Интересно, главврач думает, что Сергея отравил брат? Думает, но помалкивает, зная, чем чреваты обвинения, не подкрепленные доказательствами.
– А еще?
– Только вы.
Ну же, доктор, озвучьте все, что думаете, в частной беседе. Частная беседа чревата лишь подпорченными отношениями.
– Он… он сказал, что его навещала женщина.
– Какая? – доктор подался вперед и руки вытянул, точно желая вцепиться в Олега.
– Он не сказал. Просто, что «приходила она». А потом показал таблетку. Пилюлю. Такие, знаете, которые из двух половинок. А внутри порошок. Половина желтая, половина синяя.
– И что было потом?
– Он ее разжевал и… почти сразу.
Олег сглотнул, хотя во рту было сухо и язык царапал нёбо.
– Мы обязательно разберемся…
Кирочка до самого последнего момента не была уверена, стоит ли ей ехать. Но Галя говорила и была права – Кирочке надо думать не о себе, а о сыне.
– Потерпи, милый, – сказала Кирочка, целуя сына в светлую макушку. – Скоро будем на месте.
Алешенька кивнул. В отца пошел, молчаливый, серьезный. И челюсть так же вперед выпячивает, и пальцами щелкает. Это щелканье прежде Кирочку жуть как раздражало.
И теперь раздражает.
И жутко… жутко-жутко. Хорошо, Галька рядом сидит и семечки щелкает. У нее их полные карманы. Галька выгребает жменю, высыпает на майку и начинает лущить. И так быстро у нее выходит, что прямо загляденье. Шелуху она в руке держит, а потом в другой карман ссыпает. Вот и получается, что, когда выезжали, левый комом оттопыривался, а как подъехали – правый напух.
Кофта у Гальки красная, яркая, облегающая, и карман торчит на ней, как щека с флюсом.
Некрасиво. Но Гальке по фиг.
– Идти куда? – Она с легкостью закинула на плечо спортивную сумку с вещами.
– Туда, – Кирочка неуверенно показала на дорогу.
Признаться, в доме она бывала всего-то пару раз и сейчас испытывала некоторые сомнения в том, что направление выбрано правильно. Но Галька отродясь сомнений не знала, вот и вышагивала широко, размашисто, придерживая сумку рукой. Алешенька увязался за нею. Ну и Кирочке ничего другого не осталось. Ее чемодан подпрыгивал на выбоинах, норовя завалиться то влево, то вправо, выкручивал руки, застревал, в общем, пакостил, подбивая вернуться.

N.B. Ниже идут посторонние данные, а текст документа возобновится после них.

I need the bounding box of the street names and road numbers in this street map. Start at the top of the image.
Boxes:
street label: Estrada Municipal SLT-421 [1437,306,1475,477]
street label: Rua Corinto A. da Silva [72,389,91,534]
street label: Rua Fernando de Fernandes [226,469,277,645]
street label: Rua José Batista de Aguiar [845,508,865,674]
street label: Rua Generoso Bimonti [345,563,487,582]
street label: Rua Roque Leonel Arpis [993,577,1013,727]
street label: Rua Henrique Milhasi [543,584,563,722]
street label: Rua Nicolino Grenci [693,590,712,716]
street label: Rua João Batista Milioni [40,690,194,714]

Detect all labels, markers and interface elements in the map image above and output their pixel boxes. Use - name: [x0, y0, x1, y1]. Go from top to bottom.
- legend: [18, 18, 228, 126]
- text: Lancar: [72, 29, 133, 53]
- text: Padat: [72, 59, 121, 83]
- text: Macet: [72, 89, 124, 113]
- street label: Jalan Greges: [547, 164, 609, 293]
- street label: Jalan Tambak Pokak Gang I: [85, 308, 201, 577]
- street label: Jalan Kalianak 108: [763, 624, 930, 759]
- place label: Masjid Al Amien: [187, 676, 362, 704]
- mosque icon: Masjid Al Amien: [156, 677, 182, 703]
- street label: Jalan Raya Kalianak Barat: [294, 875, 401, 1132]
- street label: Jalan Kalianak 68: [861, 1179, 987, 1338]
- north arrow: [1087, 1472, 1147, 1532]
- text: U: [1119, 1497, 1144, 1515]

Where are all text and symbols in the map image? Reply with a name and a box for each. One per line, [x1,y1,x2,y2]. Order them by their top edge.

Ради Алешеньки! Он – законный наследник! И Кирочка как мать должна отстоять его интересы. Но сделать это будет посложней, чем чемодан до дома доволочь.
– Может, такси возьмем? – предложила Кирочка, и Галька остановилась. Окинув окрестности орлиным взором, она сразу выбрала жертву.
– Стой тут, – велела Галька и ушла.
– Мам, – Алешенька впервые нарушил молчание. – А мы скоро приедем? Я в туалет хочу…
Пока туалет искали, пока грузили чемоданы, пока ели, запивая печенье теплым соком, Кирочка совершенно обессилела. И сердце опять затрепыхалось, заныло, не желая понимать, что не время сейчас. Рухнув на заднее сиденье, Кирочка обняла Алешеньку и закрыла глаза.
Все она делает правильно!
Кира Алферова всегда была правильной девочкой. В школе ее за это недолюбливали, в университете назначили старостой. Обязанности Кира исполняла так, как понимала – в полном соответствии с буквой инструкции, что приводило к конфликтам и недопониманию. Но странным образом всякая ссора лишь укрепляла убеждение Киры – она поступила верно.
На третьем курсе Кирочке объявили бойкот.
На четвертом – облили помоями.
На пятом Кирочка встретилась с Сергеем Булгиным. И все, что случилось дальше, было совершенно, абсолютно неправильно.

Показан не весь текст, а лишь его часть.